Semi-sync Wait Point AFTER_COMMIT Slow on Workloads with Heavy Concurrency

When using semi-sync replication with rpl_semi_sync_master_wait_point=AFTER_COMMIT, the performance of the primary can significantly reduce to about 10% of AFTER_SYNC's performance for workloads with many concurrent users executing transactions. See the attached graph, where the "Async" bar reports the performance of a primary using asynchronous replication, the "Semi-sync AFTER_COMMIT" and "Semi-sync AFTER_SYNC" reports the performance of the primary using the respective rpl_semi_sync_master_wait_point variable, and "Semi-sync GROUP_ACK" is a prototype of the work outlined by MDEV-33491.

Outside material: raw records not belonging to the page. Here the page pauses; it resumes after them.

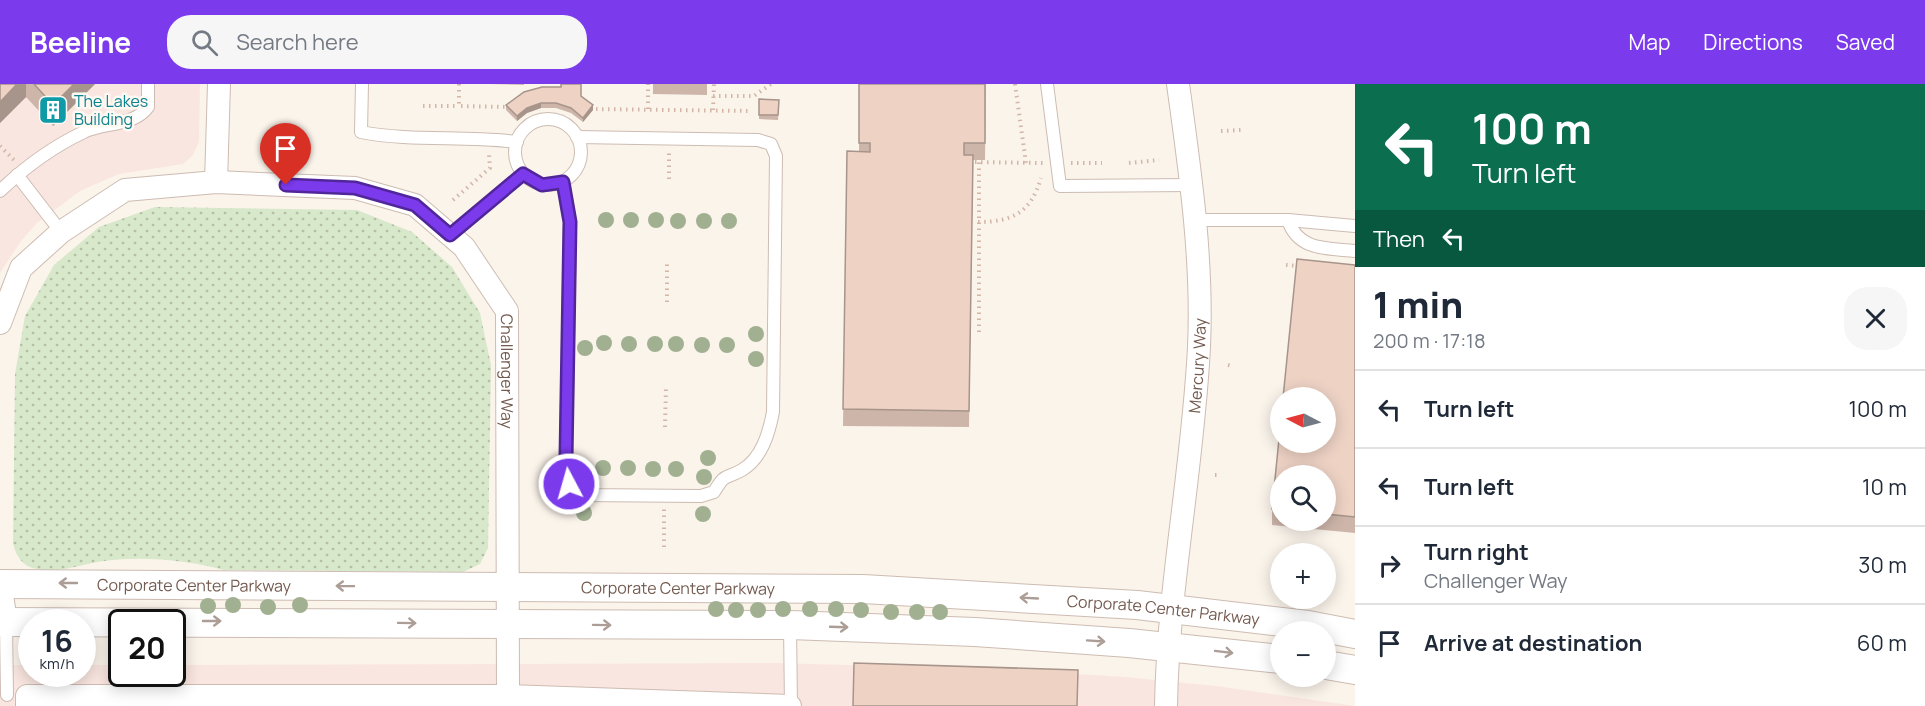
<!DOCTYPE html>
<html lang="en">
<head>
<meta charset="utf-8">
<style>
	body { margin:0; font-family:Manrope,sans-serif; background:#f6f6f7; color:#1f2937; height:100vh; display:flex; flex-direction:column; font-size:22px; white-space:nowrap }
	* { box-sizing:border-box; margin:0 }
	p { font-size:20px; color:#747a83 }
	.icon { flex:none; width:33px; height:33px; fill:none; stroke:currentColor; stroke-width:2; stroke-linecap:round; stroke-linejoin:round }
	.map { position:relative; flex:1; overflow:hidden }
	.details { display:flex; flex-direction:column; background:#fff; width:570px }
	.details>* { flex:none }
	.guide { background:#0b6e4f; color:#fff; overflow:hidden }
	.needle { width:39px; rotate:276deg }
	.tools { position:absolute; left:1270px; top:303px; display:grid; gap:12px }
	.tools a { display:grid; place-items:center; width:66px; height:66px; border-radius:50%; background:#fff; box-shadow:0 3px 15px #0003; font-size:30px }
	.speed { position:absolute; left:18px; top:525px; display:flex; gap:12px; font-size:30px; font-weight:700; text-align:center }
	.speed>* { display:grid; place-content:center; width:78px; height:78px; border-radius:50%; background:#fff; box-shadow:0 3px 15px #0003; line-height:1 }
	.speed small { font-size:15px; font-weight:400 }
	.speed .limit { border:3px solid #111; border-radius:9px; background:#fff; color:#111 }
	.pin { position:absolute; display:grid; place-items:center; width:51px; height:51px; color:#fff; margin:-62px -26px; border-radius:50% 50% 50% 0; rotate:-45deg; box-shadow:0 0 6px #0007 }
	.pin .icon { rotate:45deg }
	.me { position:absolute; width:66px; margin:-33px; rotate:354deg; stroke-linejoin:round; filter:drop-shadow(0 0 4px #0008) }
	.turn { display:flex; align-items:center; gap:21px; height:126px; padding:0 18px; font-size:27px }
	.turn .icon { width:78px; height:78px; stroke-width:2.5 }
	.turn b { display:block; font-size:42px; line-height:51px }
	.then { display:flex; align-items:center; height:57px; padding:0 18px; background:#0003; gap:12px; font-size:22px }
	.round { display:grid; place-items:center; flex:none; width:63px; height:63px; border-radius:24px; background:#f6f6f7 }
	.head { display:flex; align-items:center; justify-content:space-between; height:102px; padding:0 18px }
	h1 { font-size:36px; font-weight:800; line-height:45px }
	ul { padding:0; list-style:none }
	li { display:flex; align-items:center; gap:18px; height:78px; padding:0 18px; border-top:2px solid #e0e1e3 }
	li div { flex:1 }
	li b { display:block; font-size:22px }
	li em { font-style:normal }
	header { display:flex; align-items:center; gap:36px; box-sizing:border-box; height:84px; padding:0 30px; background:#7c3aed; color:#fff }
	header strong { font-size:28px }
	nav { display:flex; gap:33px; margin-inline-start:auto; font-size:21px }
	.search { width:420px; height:54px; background:#f6f6f7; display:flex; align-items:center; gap:15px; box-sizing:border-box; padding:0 21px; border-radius:24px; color:#747a83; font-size:22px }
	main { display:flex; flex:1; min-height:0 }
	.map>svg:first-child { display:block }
	.commercial { fill:#fae6e0 }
	.grass { fill:url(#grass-dots) }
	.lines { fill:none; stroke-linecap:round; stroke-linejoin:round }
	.service-casing { stroke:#cdbcb2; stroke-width:14 }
	.minor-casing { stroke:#cdbcb2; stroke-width:24 }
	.tertiary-casing { stroke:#cdbcb2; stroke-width:30 }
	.path { stroke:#d3b6a8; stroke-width:4; stroke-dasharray:1.5 4.5; stroke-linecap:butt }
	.service { stroke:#fff; stroke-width:12 }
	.minor { stroke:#fff; stroke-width:22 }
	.tertiary { stroke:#fff; stroke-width:28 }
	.tree { fill:#a2b092 }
	.wall { fill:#cdb5a9; fill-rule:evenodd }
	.shaded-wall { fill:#a7948a }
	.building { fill:#eed3c5; stroke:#a7948a; stroke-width:1.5 }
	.oneway { stroke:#ac9d96 }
	.route-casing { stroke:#51269a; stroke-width:15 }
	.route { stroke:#7c3aed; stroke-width:10 }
	.labels { text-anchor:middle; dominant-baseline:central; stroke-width:5; stroke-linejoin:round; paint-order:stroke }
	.culture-label { font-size:16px; fill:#0d838f; stroke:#fef8f2; text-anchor:start }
	.street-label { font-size:16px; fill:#745b50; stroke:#fef8f2 }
</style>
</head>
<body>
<header>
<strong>Beeline</strong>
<div class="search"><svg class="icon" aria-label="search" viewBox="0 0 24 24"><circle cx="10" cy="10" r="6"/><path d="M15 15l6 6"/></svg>Search here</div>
<nav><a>Map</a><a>Directions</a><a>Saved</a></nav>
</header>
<main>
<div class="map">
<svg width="1355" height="622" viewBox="0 0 1355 622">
	<defs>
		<pattern id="grass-dots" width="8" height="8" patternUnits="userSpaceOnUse" patternTransform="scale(1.5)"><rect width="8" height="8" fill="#d8e8ca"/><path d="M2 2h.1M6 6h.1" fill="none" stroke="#b4bfa6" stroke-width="1.8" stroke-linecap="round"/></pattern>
	</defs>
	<rect width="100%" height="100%" fill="#fbf4eb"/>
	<g class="commercial">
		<polygon points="0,0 200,0 199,58 193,71 183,80 119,90 80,107 37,139 21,157 0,189"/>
		<polygon points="776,579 990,585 1126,593 1216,602 1355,622 0,622 0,581 31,581 32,590 82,590 83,581 121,581 122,590 172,590 173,581"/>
	</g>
	<path class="grass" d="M 155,123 L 357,126 L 412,148 L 452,183 L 480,229 L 491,281 L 488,464 L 480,480 L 463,488 L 224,486 C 187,476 143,472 104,477 C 81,480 60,490 36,485 C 22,482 16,472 13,459 L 15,290 L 25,232 L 54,181 L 99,143 Z"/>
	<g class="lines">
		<g class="service-casing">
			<g id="service">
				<path d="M 362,0 L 361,48 C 412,58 465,51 517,58"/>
				<polyline points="1047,0 1060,102 1192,101"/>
				<circle cx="548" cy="68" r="33"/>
				<polyline points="17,91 61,148"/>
				<path d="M 563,98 L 570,138 L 566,373 L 569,400 L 581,411 L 701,412 L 714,408 C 726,388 724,396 742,386 C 762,374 769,349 773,328 L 776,72 L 771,60 L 758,56 L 577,53"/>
				<path d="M 0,107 C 25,83 52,63 84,48 C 104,38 133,43 148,23 L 148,0"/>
				<polyline points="1195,136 1288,136 1355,142"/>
				<path d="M 1288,136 C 1298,167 1327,164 1355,167"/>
				<polyline points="450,151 523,90"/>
				<polyline points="6,538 7,611"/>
				<polyline points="790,541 791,622"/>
			</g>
		</g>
		<g class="minor-casing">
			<g id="minor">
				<polyline points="216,98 219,0"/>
				<path id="s1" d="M 0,239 L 21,184 L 61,148 L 125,106 L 216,98 L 355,104 L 415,121 L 464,163 L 507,227 L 508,612"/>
				<polyline points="0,497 6,538"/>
				<polyline points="27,622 27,612 508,612 790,622"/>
				<path id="s2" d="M 1166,622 C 1168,502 1193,384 1199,263 C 1203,175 1190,87 1178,0"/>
			</g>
		</g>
		<g class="tertiary-casing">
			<g id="tertiary">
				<path id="s3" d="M 0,500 L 863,505 L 1137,521 L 1308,541 L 1355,550"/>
				<polyline points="0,538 790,541 975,548 1129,559 1281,575"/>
				<polyline points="1326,581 1355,586"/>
			</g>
		</g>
		<g class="path">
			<polyline points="459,0 459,22 510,23"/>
			<polyline points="1015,0 1026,79"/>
			<polyline points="713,12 754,12 771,0"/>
			<polyline points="423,22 459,22"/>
			<polyline points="590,25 752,27"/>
			<polyline points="648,25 648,0"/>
			<polyline points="713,26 714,0"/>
			<polyline points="1221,47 1241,46"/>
			<polyline points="0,62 14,76"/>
			<polyline points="969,78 1043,79"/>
			<polyline points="1071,79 1102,79"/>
			<polyline points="1129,79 1159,76"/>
			<polyline points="669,95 669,69"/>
			<polyline points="453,116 490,84 489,71"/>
			<path d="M 978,138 C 1013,138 1031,128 1041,94"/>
			<polyline points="1286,181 1301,182"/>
			<polyline points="667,218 667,177"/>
			<polyline points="979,248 979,78"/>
			<polyline points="1228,281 1232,282"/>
			<polyline points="665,343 666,302"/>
			<polyline points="1215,391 1219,391"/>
			<polyline points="664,463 664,425"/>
		</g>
		<use href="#service" class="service"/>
		<use href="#minor" class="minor"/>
		<use href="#tertiary" class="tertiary"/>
	</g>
	<g class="tree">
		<circle cx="606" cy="136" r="8"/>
		<circle cx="631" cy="136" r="8"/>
		<circle cx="656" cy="136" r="8"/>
		<circle cx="678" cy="137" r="8"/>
		<circle cx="704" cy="137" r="8"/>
		<circle cx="729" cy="137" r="8"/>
		<circle cx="756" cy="250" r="8"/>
		<circle cx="604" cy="259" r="8"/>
		<circle cx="629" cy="260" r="8"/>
		<circle cx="655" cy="260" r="8"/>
		<circle cx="676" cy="260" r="8"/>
		<circle cx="702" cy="261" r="8"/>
		<circle cx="727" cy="261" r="8"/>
		<circle cx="585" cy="264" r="8"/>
		<circle cx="756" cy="275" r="8"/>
		<circle cx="708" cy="374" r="8"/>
		<circle cx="603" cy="384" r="8"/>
		<circle cx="628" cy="384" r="8"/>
		<circle cx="653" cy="385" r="8"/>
		<circle cx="676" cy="385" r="8"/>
		<circle cx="583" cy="388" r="8"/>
		<circle cx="704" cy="393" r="8"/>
		<circle cx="584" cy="429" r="8"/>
		<circle cx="703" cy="430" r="8"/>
		<circle cx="233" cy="521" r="8"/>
		<circle cx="300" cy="521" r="8"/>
		<circle cx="208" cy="522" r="8"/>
		<circle cx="268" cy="523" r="8"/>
		<circle cx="716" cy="525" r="8"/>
		<circle cx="783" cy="525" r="8"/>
		<circle cx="810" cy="525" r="8"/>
		<circle cx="836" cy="525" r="8"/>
		<circle cx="736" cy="526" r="8"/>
		<circle cx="758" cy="526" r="8"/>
		<circle cx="861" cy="526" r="8"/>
		<circle cx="891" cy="528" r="8"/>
		<circle cx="917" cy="528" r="8"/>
		<circle cx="940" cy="528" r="8"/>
	</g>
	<g class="wall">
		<polygon points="0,0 95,0 53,42 26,13 0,39"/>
		<polygon points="489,0 524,0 524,1"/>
		<polygon points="653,0 707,0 707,11 653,10"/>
		<polygon points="859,0 986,0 985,76 973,76 969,343 843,342 847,67 859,67"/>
		<polygon points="561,3 581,12 593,26 583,38 571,29 556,24 541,24 527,29 517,37 506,26 506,21"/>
		<polygon points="759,15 779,16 778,36 759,35"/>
		<path d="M 1297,175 L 1355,181 L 1355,449 L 1272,441 L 1272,425 L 1281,335 L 1281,358 L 1326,358 L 1326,314 L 1283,314 ZM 1281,392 L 1326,392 L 1326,436 L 1281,436 Z"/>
	</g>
	<g class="shaded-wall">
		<polygon points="17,0 26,0 26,13 0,39 0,18"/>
		<polygon points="74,0 95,0 53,42 53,21"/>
		<polygon points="541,19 541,24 527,29 517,37 517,32 527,24"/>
		<polygon points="593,21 593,26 583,38 583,34"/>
	</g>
	<g class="building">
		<polygon points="0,0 17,0 0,18"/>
		<polygon points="34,0 74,0 53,21"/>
		<polygon points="561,0 581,0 581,12 593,21 583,34 571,24 556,19 541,19 527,24 517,32 506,21 524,8 542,3 561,3"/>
		<polygon points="859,0 985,0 985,59 964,59 964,71 973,71 969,327 843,325 847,67 870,68 870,59 859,59"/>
		<polygon points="759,15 779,16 778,31 759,31"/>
		<polygon points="1297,175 1355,181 1355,433 1326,430 1326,392 1281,392 1281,425 1272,425 1281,335 1281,358 1326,358 1326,314 1283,314"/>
		<polygon points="854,579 1078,586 1077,622 853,622"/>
	</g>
	<defs><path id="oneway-shaft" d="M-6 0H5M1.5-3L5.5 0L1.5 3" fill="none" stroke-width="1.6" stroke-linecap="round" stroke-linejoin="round" transform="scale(1.5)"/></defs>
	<g class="oneway">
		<use href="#oneway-shaft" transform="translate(68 499) rotate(180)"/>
		<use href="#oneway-shaft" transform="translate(345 502) rotate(-179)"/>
		<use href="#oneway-shaft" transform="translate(1029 514) rotate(-177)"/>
		<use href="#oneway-shaft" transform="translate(212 537)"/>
		<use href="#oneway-shaft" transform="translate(407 539) rotate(1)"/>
		<use href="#oneway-shaft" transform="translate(602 541) rotate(1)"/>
		<use href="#oneway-shaft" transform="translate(839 543) rotate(2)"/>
		<use href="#oneway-shaft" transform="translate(1096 557) rotate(4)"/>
		<use href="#oneway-shaft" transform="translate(1224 568) rotate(7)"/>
	</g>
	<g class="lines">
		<g class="route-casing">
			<polyline id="route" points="286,101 355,104 415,121 450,151 523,90 542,101 563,98 570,138 566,373 569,400"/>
		</g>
		<use href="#route" class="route"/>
	</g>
	<defs>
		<g id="building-square" transform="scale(1.5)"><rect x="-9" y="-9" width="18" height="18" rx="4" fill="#0f9aa8" stroke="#fef8f2"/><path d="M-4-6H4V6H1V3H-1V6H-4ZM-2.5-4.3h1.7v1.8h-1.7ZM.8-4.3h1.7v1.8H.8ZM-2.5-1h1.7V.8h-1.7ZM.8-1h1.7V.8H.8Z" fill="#fff"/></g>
	</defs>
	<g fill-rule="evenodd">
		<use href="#building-square" x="53" y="26"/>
	</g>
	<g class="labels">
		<g class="culture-label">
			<text x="74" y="17">The Lakes<tspan x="74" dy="18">Building</tspan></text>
		</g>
		<g class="street-label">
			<text stroke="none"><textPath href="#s2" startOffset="342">Mercury Way</textPath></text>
			<text stroke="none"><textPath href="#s1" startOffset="684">Challenger Way</textPath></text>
			<text stroke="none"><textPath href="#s3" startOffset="194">Corporate Center Parkway</textPath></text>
			<text stroke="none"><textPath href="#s3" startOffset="678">Corporate Center Parkway</textPath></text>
			<text stroke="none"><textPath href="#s3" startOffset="1164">Corporate Center Parkway</textPath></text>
		</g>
	</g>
</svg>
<div class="tools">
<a><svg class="needle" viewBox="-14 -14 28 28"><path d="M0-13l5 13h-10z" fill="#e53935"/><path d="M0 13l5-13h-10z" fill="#747a83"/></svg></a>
<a><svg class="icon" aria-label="search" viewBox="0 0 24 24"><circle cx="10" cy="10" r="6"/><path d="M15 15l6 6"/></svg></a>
<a>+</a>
<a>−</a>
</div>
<div class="speed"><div>16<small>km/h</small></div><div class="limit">20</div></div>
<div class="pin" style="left:286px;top:101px;background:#d93025"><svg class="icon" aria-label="arrive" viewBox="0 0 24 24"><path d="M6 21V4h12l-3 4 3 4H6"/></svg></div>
<svg class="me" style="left:569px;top:400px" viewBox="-20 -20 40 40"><circle r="17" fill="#7c3aed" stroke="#fff" stroke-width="3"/><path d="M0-11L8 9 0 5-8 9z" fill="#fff"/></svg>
</div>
<section class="details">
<div class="guide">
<div class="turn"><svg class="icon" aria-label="left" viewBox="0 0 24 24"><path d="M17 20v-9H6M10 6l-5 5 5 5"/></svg><div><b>100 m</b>Turn left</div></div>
<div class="then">Then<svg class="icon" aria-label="left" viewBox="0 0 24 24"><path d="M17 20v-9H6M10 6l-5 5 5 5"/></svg></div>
</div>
<div class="head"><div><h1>1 min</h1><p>200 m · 17:18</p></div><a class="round"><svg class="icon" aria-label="close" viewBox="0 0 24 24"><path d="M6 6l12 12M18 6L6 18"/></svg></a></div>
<ul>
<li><svg class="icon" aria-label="left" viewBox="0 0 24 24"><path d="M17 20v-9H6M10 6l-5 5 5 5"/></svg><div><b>Turn left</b></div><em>100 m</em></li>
<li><svg class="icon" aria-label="left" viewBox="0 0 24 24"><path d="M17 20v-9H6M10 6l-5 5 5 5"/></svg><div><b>Turn left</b></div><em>10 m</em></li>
<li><svg class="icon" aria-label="right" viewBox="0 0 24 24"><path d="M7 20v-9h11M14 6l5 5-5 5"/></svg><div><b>Turn right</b><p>Challenger Way</p></div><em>30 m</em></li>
<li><svg class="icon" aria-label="arrive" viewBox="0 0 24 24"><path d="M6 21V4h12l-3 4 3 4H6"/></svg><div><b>Arrive at destination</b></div><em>60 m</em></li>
</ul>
</section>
</main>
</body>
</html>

It can be seen that the performance of the AFTER_COMMIT mode of semi-sync is many times worse than that of the AFTER_SYNC mode. This is because all connections on the primary share the same cond_wait variable/mutex pair, so any time an ACK is recieved from a replica, all waiting connections are awoken to check if the ACK was for itself, which is done in a mutual exclusion zone. See the attached Semi-sync Group Ack Proposal PDF for more details.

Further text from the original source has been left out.